(MATERIAL PROVIDED)

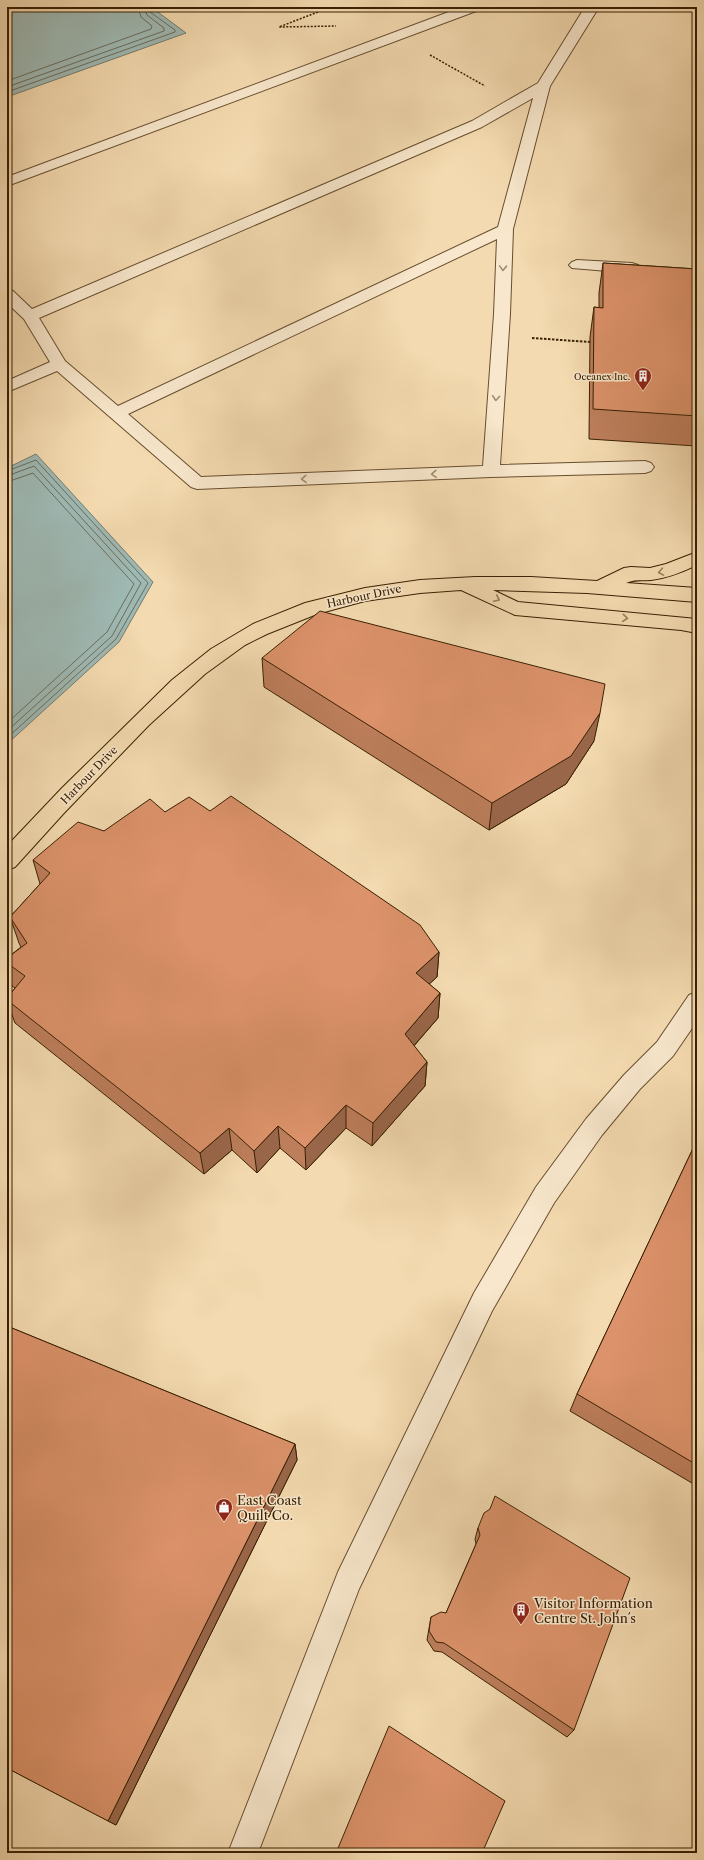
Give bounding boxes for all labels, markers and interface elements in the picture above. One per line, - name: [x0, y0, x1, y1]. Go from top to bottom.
- one-way arrow: [499, 265, 508, 271]
- building icon: Oceanex Inc.: [633, 366, 653, 391]
- place label: Oceanex Inc.: [574, 371, 630, 382]
- one-way arrow: [492, 395, 501, 401]
- one-way arrow: [431, 469, 437, 478]
- one-way arrow: [301, 474, 308, 483]
- one-way arrow: [658, 567, 664, 576]
- street label: Harbour Drive: [325, 581, 403, 611]
- one-way arrow: [493, 594, 500, 602]
- one-way arrow: [622, 613, 628, 622]
- street label: Harbour Drive: [58, 743, 120, 807]
- place label: East Coast Quilt Co.: [237, 1492, 302, 1523]
- shop icon: East Coast Quilt Co.: [214, 1497, 234, 1522]
- place label: Visitor Information Centre St. John´s: [533, 1595, 653, 1626]
- building icon: Visitor Information Centre St. John´s: [511, 1600, 531, 1625]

(End MATERIAL PROVIDED)

### YOUR GOAL
Without the pictures, return all the entries above exactly as they stand.

### WRITTEN SOLUTION
Give bounding boxes for all labels, markers and interface elements in the picture above. One per line, - name: [x0, y0, x1, y1]. Go from top to bottom.
- one-way arrow: [499, 265, 508, 271]
- building icon: Oceanex Inc.: [633, 366, 653, 391]
- place label: Oceanex Inc.: [574, 371, 630, 382]
- one-way arrow: [492, 395, 501, 401]
- one-way arrow: [431, 469, 437, 478]
- one-way arrow: [301, 474, 308, 483]
- one-way arrow: [658, 567, 664, 576]
- street label: Harbour Drive: [325, 581, 403, 611]
- one-way arrow: [493, 594, 500, 602]
- one-way arrow: [622, 613, 628, 622]
- street label: Harbour Drive: [58, 743, 120, 807]
- place label: East Coast Quilt Co.: [237, 1492, 302, 1523]
- shop icon: East Coast Quilt Co.: [214, 1497, 234, 1522]
- place label: Visitor Information Centre St. John´s: [533, 1595, 653, 1626]
- building icon: Visitor Information Centre St. John´s: [511, 1600, 531, 1625]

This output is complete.